# The cloudy water enigma I'm stumped.



## jd_7655 (Jul 23, 2004)

I set up a 40 gallon long aquarium a week ago the water is cloudy and wont clear up. For filtration I'm running 2 rena power filters rated a 150 gph and a powerhead with a sponge prefilter.

I have aquarium sand as a substrate which was rinsed thouroughly.

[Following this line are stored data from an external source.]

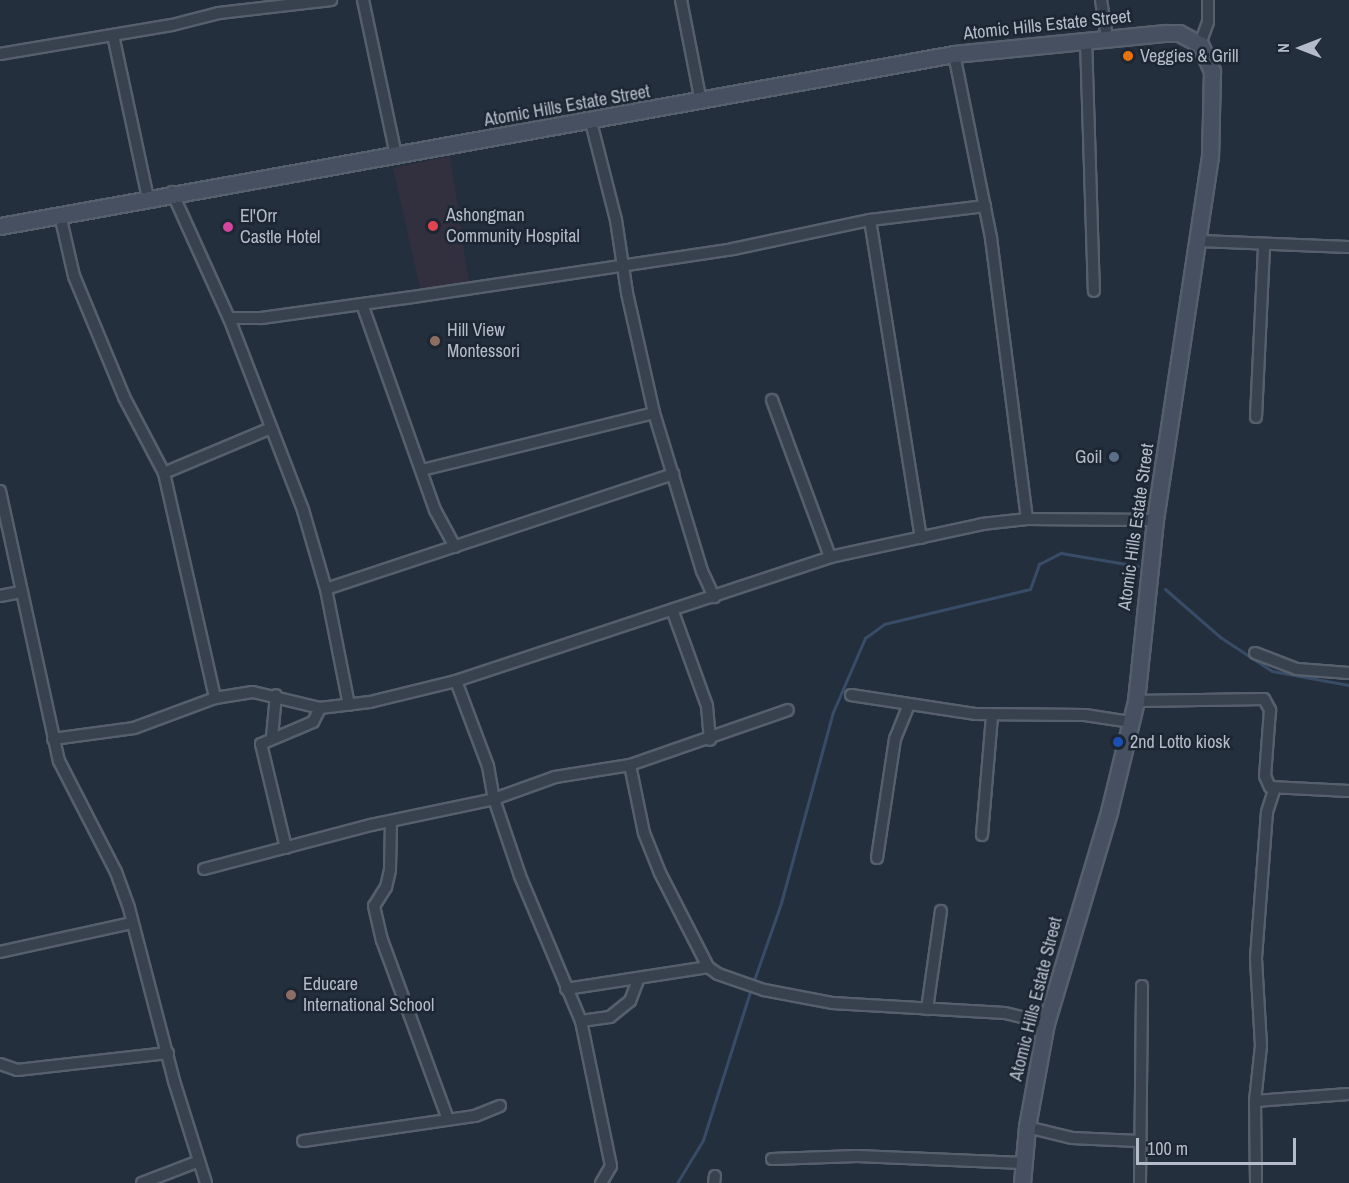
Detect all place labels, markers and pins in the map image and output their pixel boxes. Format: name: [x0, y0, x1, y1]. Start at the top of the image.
place label: Veggies & Grill: [1140, 45, 1238, 67]
marker: Veggies & Grill: [1121, 49, 1135, 63]
place label: Ashongman Community Hospital: [446, 205, 580, 248]
place label: El'Orr Castle Hotel: [240, 206, 320, 248]
marker: Ashongman Community Hospital: [424, 217, 442, 235]
marker: El'Orr Castle Hotel: [221, 220, 235, 234]
place label: Hill View Montessori: [447, 320, 520, 362]
marker: Hill View Montessori: [428, 334, 442, 348]
place label: Goil: [1075, 446, 1102, 468]
marker: Goil: [1107, 450, 1121, 464]
place label: 2nd Lotto kiosk: [1130, 731, 1230, 753]
marker: 2nd Lotto kiosk: [1111, 735, 1125, 749]
place label: Educare International School: [303, 974, 434, 1016]
marker: Educare International School: [284, 988, 298, 1002]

The tank was clear for a couple of days but clouded up and now I have a scum on the surface. Its a heavey scum oil slick apearance. There cloudy water also looks like theres a gas in it and I can see it swirling in the currnet.

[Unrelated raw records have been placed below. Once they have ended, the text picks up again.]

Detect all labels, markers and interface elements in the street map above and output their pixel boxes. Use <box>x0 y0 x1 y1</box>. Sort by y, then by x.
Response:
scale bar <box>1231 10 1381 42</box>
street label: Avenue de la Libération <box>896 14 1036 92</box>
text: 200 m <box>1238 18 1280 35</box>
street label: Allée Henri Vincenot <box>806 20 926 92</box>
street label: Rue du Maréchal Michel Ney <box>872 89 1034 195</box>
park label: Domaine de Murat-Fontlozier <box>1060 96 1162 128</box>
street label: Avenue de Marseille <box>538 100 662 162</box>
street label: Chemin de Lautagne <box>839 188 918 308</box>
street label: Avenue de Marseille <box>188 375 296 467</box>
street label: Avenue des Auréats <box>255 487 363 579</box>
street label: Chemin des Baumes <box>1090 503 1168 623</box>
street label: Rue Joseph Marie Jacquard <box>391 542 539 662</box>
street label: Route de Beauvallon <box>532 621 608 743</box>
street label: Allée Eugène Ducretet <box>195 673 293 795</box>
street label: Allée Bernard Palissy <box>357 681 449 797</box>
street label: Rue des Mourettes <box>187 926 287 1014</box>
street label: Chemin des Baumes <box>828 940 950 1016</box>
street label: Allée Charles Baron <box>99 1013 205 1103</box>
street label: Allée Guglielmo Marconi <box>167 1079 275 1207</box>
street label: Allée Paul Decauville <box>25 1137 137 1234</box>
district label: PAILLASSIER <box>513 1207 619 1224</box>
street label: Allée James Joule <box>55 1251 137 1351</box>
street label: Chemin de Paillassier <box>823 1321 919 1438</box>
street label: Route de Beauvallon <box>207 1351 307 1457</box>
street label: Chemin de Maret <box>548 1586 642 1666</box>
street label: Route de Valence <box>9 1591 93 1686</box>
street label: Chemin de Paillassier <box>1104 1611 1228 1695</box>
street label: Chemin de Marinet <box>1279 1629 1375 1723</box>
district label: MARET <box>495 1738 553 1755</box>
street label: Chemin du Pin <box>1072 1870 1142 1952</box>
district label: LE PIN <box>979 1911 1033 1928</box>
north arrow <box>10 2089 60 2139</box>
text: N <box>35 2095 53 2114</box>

I'm running the air vaulve on the powerhead open. If I turn the air down the corys start breathing hard and gasping.

I tested the water and there is 0 amonia and 0 nitrites. I used seachems bacteria culture in a bottle to kick start my bio filtration.

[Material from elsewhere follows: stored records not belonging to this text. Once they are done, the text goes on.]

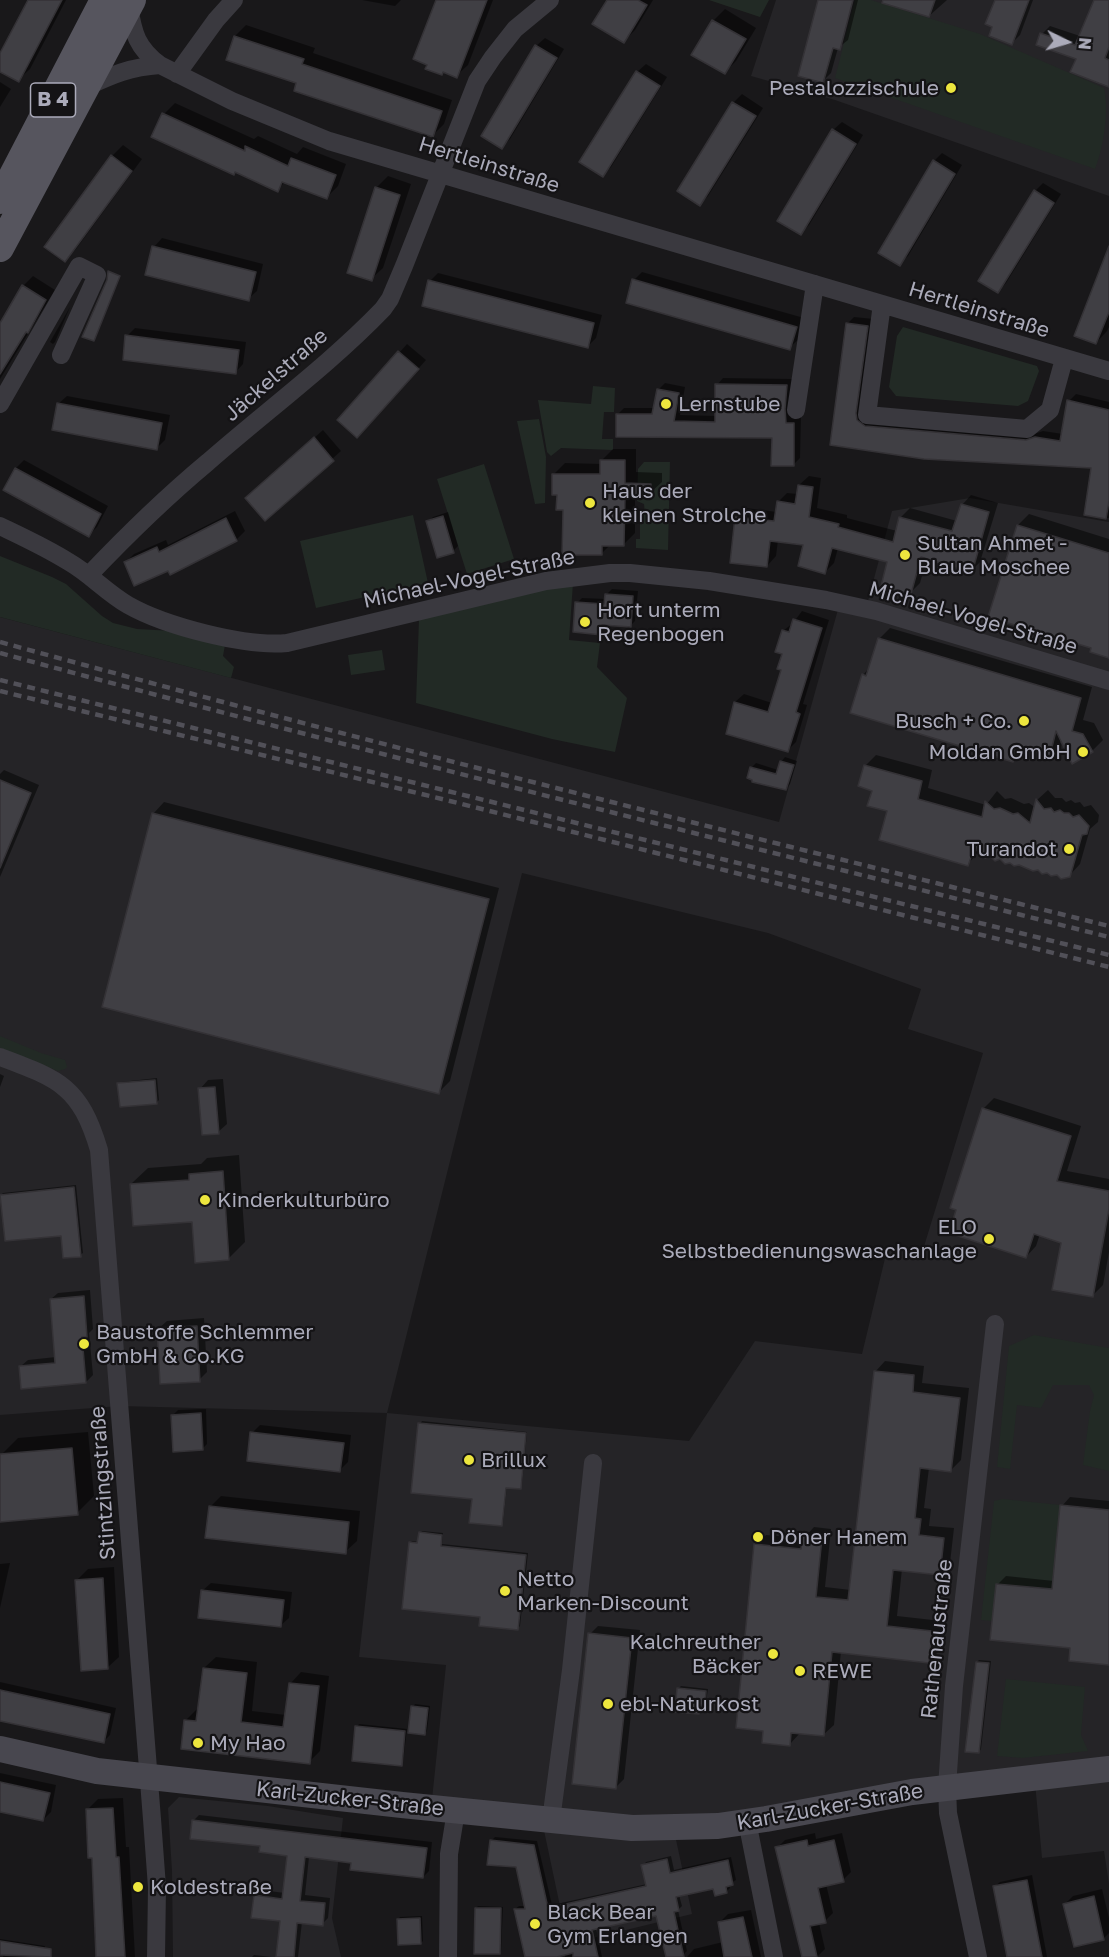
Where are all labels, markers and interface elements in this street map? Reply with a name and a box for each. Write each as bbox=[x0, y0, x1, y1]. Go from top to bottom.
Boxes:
north arrow bbox=[1037, 12, 1097, 72]
text: N bbox=[1074, 37, 1095, 50]
place label: Pestalozzischule bbox=[769, 75, 939, 101]
marker: Pestalozzischule bbox=[944, 81, 958, 95]
road number: B 4 bbox=[31, 83, 76, 117]
street label: Hertleinstraße bbox=[415, 132, 563, 198]
street label: Hertleinstraße bbox=[905, 277, 1053, 343]
street label: Jäckelstraße bbox=[219, 323, 333, 427]
place label: Lernstube bbox=[678, 391, 780, 417]
marker: Lernstube bbox=[659, 397, 673, 411]
place label: Haus der kleinen Strolche bbox=[602, 478, 766, 528]
marker: Haus der kleinen Strolche bbox=[583, 496, 597, 510]
place label: Sultan Ahmet - Blaue Moschee bbox=[917, 530, 1070, 580]
street label: Michael-Vogel-Straße bbox=[361, 544, 577, 614]
marker: Sultan Ahmet - Blaue Moschee bbox=[898, 548, 912, 562]
street label: Michael-Vogel-Straße bbox=[866, 576, 1080, 660]
place label: Hort unterm Regenbogen bbox=[597, 597, 725, 647]
marker: Hort unterm Regenbogen bbox=[578, 615, 592, 629]
place label: Busch + Co. bbox=[895, 708, 1012, 734]
marker: Busch + Co. bbox=[1017, 714, 1031, 728]
place label: Moldan GmbH bbox=[929, 739, 1071, 765]
marker: Moldan GmbH bbox=[1076, 745, 1090, 759]
place label: Turandot bbox=[966, 836, 1057, 862]
marker: Turandot bbox=[1062, 842, 1076, 856]
place label: Kinderkulturbüro bbox=[217, 1187, 390, 1213]
marker: Kinderkulturbüro bbox=[198, 1193, 212, 1207]
place label: ELO Selbstbedienungswaschanlage bbox=[661, 1214, 977, 1264]
marker: ELO Selbstbedienungswaschanlage bbox=[982, 1232, 996, 1246]
place label: Baustoffe Schlemmer GmbH & Co.KG bbox=[96, 1319, 313, 1369]
marker: Baustoffe Schlemmer GmbH & Co.KG bbox=[77, 1337, 91, 1351]
street label: Stintzingstraße bbox=[85, 1405, 121, 1561]
place label: Brillux bbox=[481, 1447, 547, 1473]
marker: Brillux bbox=[462, 1453, 476, 1467]
place label: Döner Hanem bbox=[770, 1524, 907, 1550]
marker: Döner Hanem bbox=[751, 1530, 765, 1544]
street label: Rathenaustraße bbox=[916, 1558, 958, 1720]
place label: Netto Marken-Discount bbox=[517, 1566, 689, 1616]
marker: Netto Marken-Discount bbox=[498, 1584, 512, 1598]
place label: Kalchreuther Bäcker bbox=[629, 1629, 761, 1679]
marker: Kalchreuther Bäcker bbox=[766, 1647, 780, 1661]
place label: REWE bbox=[812, 1658, 872, 1684]
marker: REWE bbox=[793, 1664, 807, 1678]
place label: ebl-Naturkost bbox=[620, 1691, 759, 1717]
marker: ebl-Naturkost bbox=[601, 1697, 615, 1711]
place label: My Hao bbox=[210, 1730, 285, 1756]
marker: My Hao bbox=[191, 1736, 205, 1750]
street label: Karl-Zucker-Straße bbox=[255, 1777, 445, 1821]
street label: Karl-Zucker-Straße bbox=[735, 1778, 925, 1836]
place label: Koldestraße bbox=[150, 1874, 272, 1900]
marker: Koldestraße bbox=[131, 1880, 145, 1894]
place label: Black Bear Gym Erlangen bbox=[547, 1899, 688, 1949]
marker: Black Bear Gym Erlangen bbox=[528, 1917, 542, 1931]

I've been keeping fish for 15 years and I'm realy stumped. The only thing I can think of is somehow I had a large bacteria die off and it's built up on the surface of the water blocking o2.

I'm thinking about tearing the whole tank down cleaning everything and starting over.


----------



## remarkosmoc (Oct 19, 2005)

I almost always have a period of cloudness on a new tank as it cycles. I would however be concerned by the oil slick. I would skim that off somehow.


----------



## jd_7655 (Jul 23, 2004)

Yeah I did a 50% water change yesterday and it came back within hours.


----------



## mbuna_keeper13 (Dec 10, 2007)

The same thing happened to me when I first used aquarium sand... Its particles of the sand that discolor the water. if you turn the filter off for a while it will settle back and clear up. At least thats what happened with mine. Good Luck!


----------



## jd_7655 (Jul 23, 2004)

Sounds like its worth trying but I don't think thats the problem. I rinsed the sand realy well and haven't disturbed it since I set the tank up. The water was clear for the frist couple of days. But then again the fish have been digging around. I have the powerhead agitating the surface hoping it would clear it up.


----------



## speakerguy (May 19, 2004)

Try adding a flocculant.

http://seachem.com/products/product_pages/Clarity.html

It makes very little things clump together into much bigger things (relatively speaking) which get filtered out.


----------



## Deeda (Oct 12, 2012)

I used a similar product, AccuClear I think, and that solved a similar problem I had with my tank. It allowed the small particles to clump together so they could be removed by the filtration system.
For the surface film you could try a paper towel to skim the scum off. It takes a light touch though.


----------



## remarkosmoc (Oct 19, 2005)

Deeda said:


> I used a similar product, AccuClear I think, and that solved a similar problem I had with my tank. It allowed the small particles to clump together so they could be removed by the filtration system.
> For the surface film you could try a paper towel to skim the scum off. It takes a light touch though.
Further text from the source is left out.